One day, scientists will be able to “see” the images and memories in our minds

Professor Ken Norman leads Princeton’s Computational Memory Lab, which tracks memories in people’s brains.
Professor Ken Norman leads Princeton’s Computational Memory Lab, which tracks memories in people’s brains.
Peter Murphy

REMEMBER YOUR LAST DATE at the movies? Your memory of that night is a web of associations: The popcorn smell of the theater. Your giddiness. The blue sweater worn by your date. The aftertaste of the work you were doing earlier — a client meeting, an email from your boss. Memory is that web: the moods, sensations, and thoughts of a moment in time. All these coincident details are bound together by the hippocampus, a seahorse-shaped brain region under your temple. Later, the hippocampus plays back the memories to the cortex, stitching place, mood, images, and goals together into a pattern. Professor Ken Norman, head of Princeton’s Computational Memory Lab, explains that this is how free association happens: Remembering one strand of that web (say, the blue sweater) leads to another (the movie, or the taste of the popcorn). When you remember a moment, your brain replays a pattern from the past. Norman’s lab, using algorithms to recognize your brain at a moment in time, is fishing for those neural echoes of experience.

This is one snapshot of the growing field of computational neuroscience. Matrices of neural activity flickering across your cortex encode your every thought, mood, and memory. Scientists are aiming to crack the brain’s code. What hacking the mind may one day mean is a world in which your car would know when you’re sleepy, your dreams could appear on a screen, and should you find yourself in a coma, your brain could make your thoughts known. Today, this is science fiction — but in principle, when the brain’s code is decrypted, all would be possible. 

Some researchers at the Princeton Neuroscience Institute are using mathematical models to simulate neural processes like learning and attention, allowing them to test hypotheses that can’t be studied in a live human brain. Others apply the algorithms of machine learning to brain patterns, to predict mental states like memories and mental images.

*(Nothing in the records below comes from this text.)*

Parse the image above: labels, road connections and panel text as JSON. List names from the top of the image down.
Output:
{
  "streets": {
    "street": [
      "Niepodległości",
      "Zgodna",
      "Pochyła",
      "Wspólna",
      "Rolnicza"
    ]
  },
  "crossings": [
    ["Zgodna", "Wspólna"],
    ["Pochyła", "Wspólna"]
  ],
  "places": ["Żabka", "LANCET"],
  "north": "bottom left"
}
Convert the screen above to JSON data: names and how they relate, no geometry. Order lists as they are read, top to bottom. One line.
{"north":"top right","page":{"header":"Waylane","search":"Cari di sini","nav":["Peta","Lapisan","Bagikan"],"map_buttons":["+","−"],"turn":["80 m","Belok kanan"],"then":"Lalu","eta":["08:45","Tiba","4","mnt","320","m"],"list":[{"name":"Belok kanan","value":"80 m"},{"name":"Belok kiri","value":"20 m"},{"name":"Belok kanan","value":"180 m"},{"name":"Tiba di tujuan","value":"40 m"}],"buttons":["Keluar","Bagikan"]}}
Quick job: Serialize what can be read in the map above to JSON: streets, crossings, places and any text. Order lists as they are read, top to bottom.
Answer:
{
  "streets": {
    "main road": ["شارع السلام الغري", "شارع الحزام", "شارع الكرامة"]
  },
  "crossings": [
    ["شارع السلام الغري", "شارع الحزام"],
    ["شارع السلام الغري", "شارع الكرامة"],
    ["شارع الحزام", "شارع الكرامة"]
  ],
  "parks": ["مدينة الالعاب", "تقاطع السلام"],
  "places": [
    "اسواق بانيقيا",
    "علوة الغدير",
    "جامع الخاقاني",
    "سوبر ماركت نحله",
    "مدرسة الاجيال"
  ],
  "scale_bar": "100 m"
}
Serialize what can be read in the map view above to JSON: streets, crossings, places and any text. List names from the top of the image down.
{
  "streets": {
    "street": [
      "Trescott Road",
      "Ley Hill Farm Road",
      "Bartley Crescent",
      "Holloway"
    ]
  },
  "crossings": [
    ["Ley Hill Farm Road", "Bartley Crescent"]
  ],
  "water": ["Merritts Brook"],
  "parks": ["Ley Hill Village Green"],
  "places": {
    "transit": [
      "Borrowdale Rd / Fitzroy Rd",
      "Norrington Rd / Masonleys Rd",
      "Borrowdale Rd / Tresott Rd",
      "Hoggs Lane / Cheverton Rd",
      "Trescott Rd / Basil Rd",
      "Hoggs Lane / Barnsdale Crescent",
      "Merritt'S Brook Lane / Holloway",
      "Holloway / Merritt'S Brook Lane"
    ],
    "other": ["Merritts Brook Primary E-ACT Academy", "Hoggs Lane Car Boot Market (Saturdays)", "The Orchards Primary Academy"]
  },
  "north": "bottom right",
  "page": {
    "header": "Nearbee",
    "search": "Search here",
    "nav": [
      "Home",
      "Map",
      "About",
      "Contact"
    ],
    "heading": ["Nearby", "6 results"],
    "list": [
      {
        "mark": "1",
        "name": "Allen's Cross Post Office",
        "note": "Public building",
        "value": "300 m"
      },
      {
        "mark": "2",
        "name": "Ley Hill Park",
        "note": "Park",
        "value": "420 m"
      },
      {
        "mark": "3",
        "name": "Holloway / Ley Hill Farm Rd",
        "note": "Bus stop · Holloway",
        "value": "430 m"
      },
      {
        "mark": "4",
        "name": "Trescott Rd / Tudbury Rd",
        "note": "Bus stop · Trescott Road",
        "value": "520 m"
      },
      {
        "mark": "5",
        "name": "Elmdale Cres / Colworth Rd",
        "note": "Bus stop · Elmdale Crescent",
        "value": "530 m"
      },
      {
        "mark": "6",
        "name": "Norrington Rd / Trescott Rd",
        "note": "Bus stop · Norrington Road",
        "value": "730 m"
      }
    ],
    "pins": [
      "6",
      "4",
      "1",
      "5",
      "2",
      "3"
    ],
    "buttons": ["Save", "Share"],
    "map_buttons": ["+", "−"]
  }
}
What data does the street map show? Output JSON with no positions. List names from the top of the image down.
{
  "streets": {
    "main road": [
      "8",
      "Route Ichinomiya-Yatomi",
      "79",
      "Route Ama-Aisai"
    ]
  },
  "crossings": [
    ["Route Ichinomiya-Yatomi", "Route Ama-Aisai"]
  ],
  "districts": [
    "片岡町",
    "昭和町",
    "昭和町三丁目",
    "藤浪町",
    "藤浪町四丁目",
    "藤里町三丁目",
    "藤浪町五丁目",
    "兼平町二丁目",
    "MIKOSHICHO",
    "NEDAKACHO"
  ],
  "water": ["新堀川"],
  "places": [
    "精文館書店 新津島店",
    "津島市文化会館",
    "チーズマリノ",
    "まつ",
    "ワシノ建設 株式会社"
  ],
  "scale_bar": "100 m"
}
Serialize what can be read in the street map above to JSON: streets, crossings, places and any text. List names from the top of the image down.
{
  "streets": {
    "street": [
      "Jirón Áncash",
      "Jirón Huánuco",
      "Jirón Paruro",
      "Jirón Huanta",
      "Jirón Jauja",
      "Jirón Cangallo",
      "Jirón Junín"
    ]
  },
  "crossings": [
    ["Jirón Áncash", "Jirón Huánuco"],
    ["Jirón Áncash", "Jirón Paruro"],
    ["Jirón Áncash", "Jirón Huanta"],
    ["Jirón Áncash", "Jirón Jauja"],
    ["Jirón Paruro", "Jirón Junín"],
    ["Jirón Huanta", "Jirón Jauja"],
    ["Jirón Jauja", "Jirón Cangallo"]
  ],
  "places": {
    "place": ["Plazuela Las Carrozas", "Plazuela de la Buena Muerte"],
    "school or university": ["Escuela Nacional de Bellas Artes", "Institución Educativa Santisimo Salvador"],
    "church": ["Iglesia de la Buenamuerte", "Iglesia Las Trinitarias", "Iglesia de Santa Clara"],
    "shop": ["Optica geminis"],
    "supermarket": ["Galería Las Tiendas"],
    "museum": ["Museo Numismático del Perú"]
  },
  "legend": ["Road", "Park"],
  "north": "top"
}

Understanding the brain’s code could help scientists develop therapies for conditions like autism, post-traumatic stress disorder (PTSD), and depression; means for amputees to operate robotic prostheses with their brains; and ways for all of us to remember, focus, and communicate better.

“The idea is to make something invisible visible by attaching something to it,” Norman says, explaining how his lab tracks memories in the brain. Snapshots of memories appear on brain scans, encoded in patterns of neural activity and recognized by algorithms tracking mental replay as subjects lie in a functional magnetic resonance imaging machine, or fMRI. 

The trick is to track an image that is clear on brain scans. Faces and scenes, for example, are represented in specialized brain regions packed with cells sensitive to them, helping with social interaction and navigation. So thoughts of faces and scenes can be identified in fMRI scans by their characteristic brain activity. By showing you face photos, scientists tag your memory with a tracer they can see on brain scans. Just as movie scenes may link to the memory of your date, these tracers can be tracked, like the GPS on a car.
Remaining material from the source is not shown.